His eyes were watery, but he didn’t cry. “Please just go on with your life. I will always remember this time with you as my happiest days.”
As much as I wanted to return the sentiment—because it was true—I refused to say another word. Empty inside, I had nothing left. I couldn’t bear to look at him anymore.
I turned to walk back toward my building where our cars were parked, and he walked a couple of feet behind me.
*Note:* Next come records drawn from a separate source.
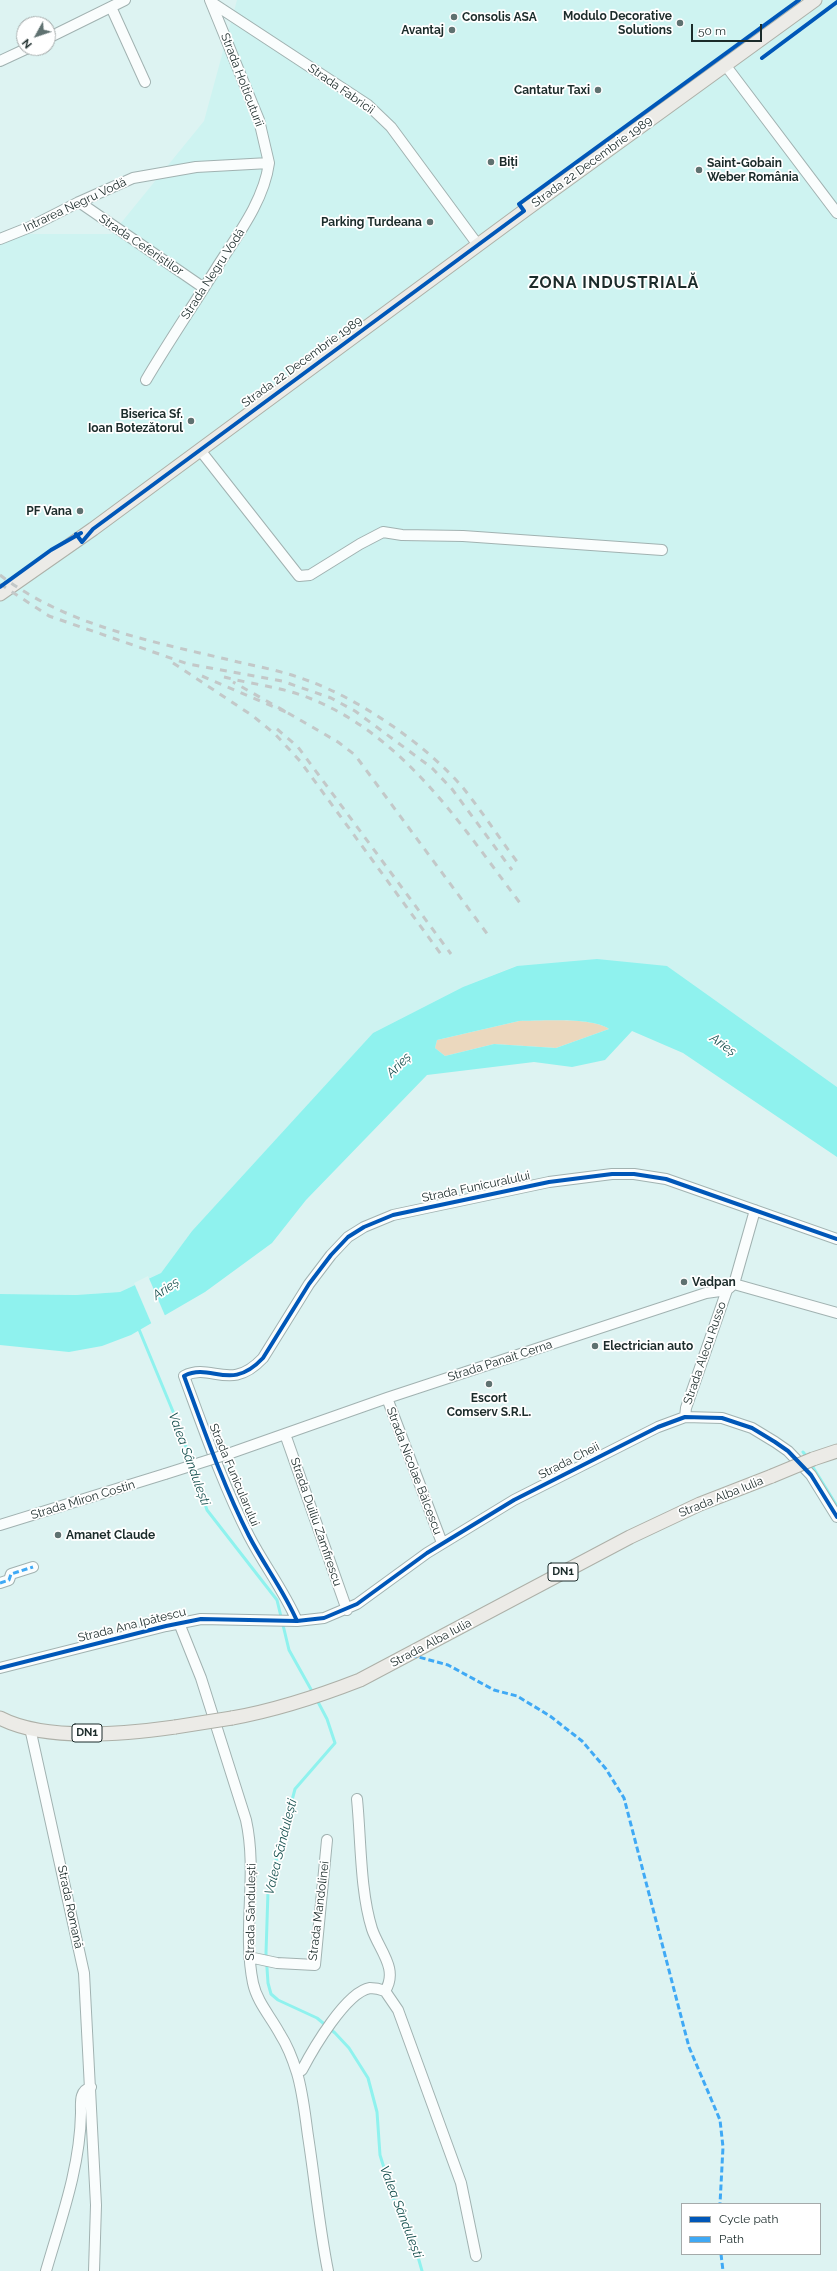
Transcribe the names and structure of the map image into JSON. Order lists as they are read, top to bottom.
{
  "streets": {
    "main road": ["Strada 22 Decembrie 1989", "Strada Alba Iulia", "DN1"],
    "street": [
      "Strada Holticuturii",
      "Strada Fabricii",
      "Intrarea Negru Vodă",
      "Strada Ceferiștilor",
      "Strada Negru Vodă",
      "Strada Funicuralului",
      "Strada Alecu Russo",
      "Strada Panait Cerna",
      "Strada Cheii",
      "Strada Nicolae Bălcescu",
      "Strada Funicularului",
      "Strada Miron Costin",
      "Strada Duiliu Zamfirescu",
      "Strada Ana Ipătescu",
      "Strada Romană",
      "Strada Mandolinei",
      "Strada Sândulești"
    ]
  },
  "crossings": [
    ["Strada Holticuturii", "Strada Fabricii"],
    ["Strada Holticuturii", "Intrarea Negru Vodă"],
    ["Strada Holticuturii", "Strada Negru Vodă"],
    ["Strada Fabricii", "Strada 22 Decembrie 1989"],
    ["Intrarea Negru Vodă", "Strada Ceferiștilor"],
    ["Intrarea Negru Vodă", "Strada Negru Vodă"],
    ["Strada Ceferiștilor", "Strada Negru Vodă"],
    ["Strada Funicuralului", "Strada Alecu Russo"],
    ["Strada Funicuralului", "Strada Funicularului"],
    ["Strada Alecu Russo", "Strada Panait Cerna"],
    ["Strada Alecu Russo", "Strada Cheii"],
    ["Strada Panait Cerna", "Strada Nicolae Bălcescu"],
    ["Strada Panait Cerna", "Strada Miron Costin"],
    ["Strada Panait Cerna", "Strada Duiliu Zamfirescu"],
    ["Strada Cheii", "Strada Nicolae Bălcescu"],
    ["Strada Cheii", "Strada Funicularului"],
    ["Strada Cheii", "Strada Duiliu Zamfirescu"],
    ["Strada Cheii", "Strada Ana Ipătescu"],
    ["Strada Alba Iulia", "Strada Romană"],
    ["Strada Ana Ipătescu", "Strada Sândulești"],
    ["Strada Mandolinei", "Strada Sândulești"]
  ],
  "districts": ["ZONA INDUSTRIALĂ"],
  "water": ["Arieș", "Valea Sândulești"],
  "places": [
    "Consolis ASA",
    "Modulo Decorative Solutions",
    "Avantaj",
    "Cantatur Taxi",
    "Biți",
    "Saint-Gobain Weber România",
    "Parking Turdeana",
    "Biserica Sf. Ioan Botezătorul",
    "PF Vana",
    "Vadpan",
    "Electrician auto",
    "Escort Comserv S.R.L.",
    "Amanet Claude"
  ],
  "legend": ["Cycle path", "Path"],
  "scale_bar": "50 m",
  "north": "bottom left"
}
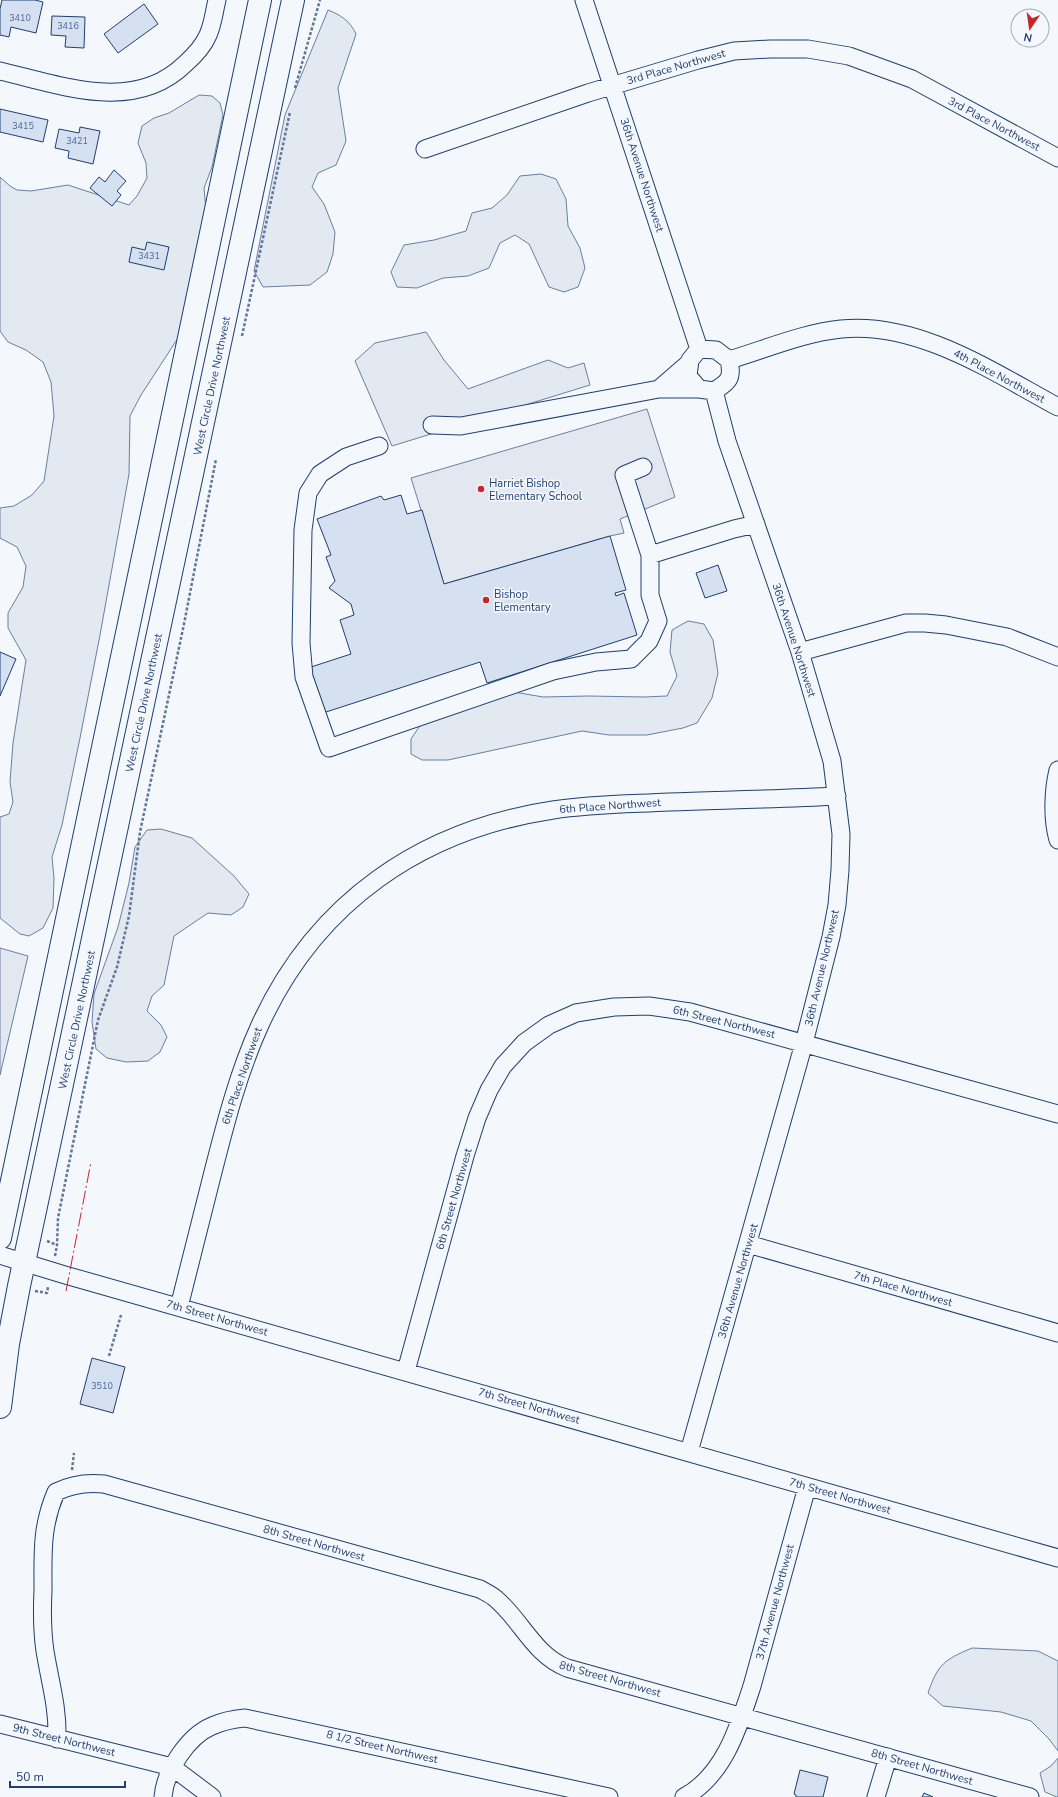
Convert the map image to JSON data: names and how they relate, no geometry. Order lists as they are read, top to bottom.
{
  "streets": {
    "main road": ["West Circle Drive Northwest"],
    "street": [
      "3rd Place Northwest",
      "36th Avenue Northwest",
      "4th Place Northwest",
      "6th Place Northwest",
      "6th Street Northwest",
      "7th Place Northwest",
      "7th Street Northwest",
      "8th Street Northwest",
      "37th Avenue Northwest",
      "9th Street Northwest",
      "8 1/2 Street Northwest"
    ]
  },
  "crossings": [
    ["3rd Place Northwest", "36th Avenue Northwest"],
    ["36th Avenue Northwest", "4th Place Northwest"],
    ["36th Avenue Northwest", "6th Place Northwest"],
    ["36th Avenue Northwest", "6th Street Northwest"],
    ["36th Avenue Northwest", "7th Place Northwest"],
    ["36th Avenue Northwest", "7th Street Northwest"],
    ["West Circle Drive Northwest", "7th Street Northwest"],
    ["6th Place Northwest", "7th Street Northwest"],
    ["6th Street Northwest", "7th Street Northwest"],
    ["7th Street Northwest", "37th Avenue Northwest"],
    ["8th Street Northwest", "37th Avenue Northwest"],
    ["8th Street Northwest", "9th Street Northwest"],
    ["9th Street Northwest", "8 1/2 Street Northwest"]
  ],
  "places": ["Harriet Bishop Elementary School", "Bishop Elementary"],
  "house_numbers": [
    "3410",
    "3416",
    "3415",
    "3421",
    "3431",
    "3510"
  ],
  "scale_bar": "50 m",
  "north": "bottom"
}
When I got to my car, I stopped in front of it and turned around to meet his eyes one last time.
“I’m so sorry, Farrah.”
With tears streaming down my face, I got in and started my car. As I stepped on the gas, I looked in my rearview mirror and noticed he’d stayed in the same spot, watching me drive away. Jace shrank farther and farther into the distance, but the pain I felt grew bigger and bigger. What if now I had nothing else left?
THREE YEARS LATER
Chapter 18
* * *
Jace
My girlfriend, Kaia, seemed understandably upset when I returned to our table at the Japanese restaurant. Her eyes shot daggers. “Do you mind telling me what the hell that was all about?”
There was no easy way to say it. “That was her.”
“That was…” She blinked. “That was…Farrah?”
“Yes.”
Her face turned red. “Of all places we could eat lunch, you take me to the restaurant where she works? What the hell, Jace?”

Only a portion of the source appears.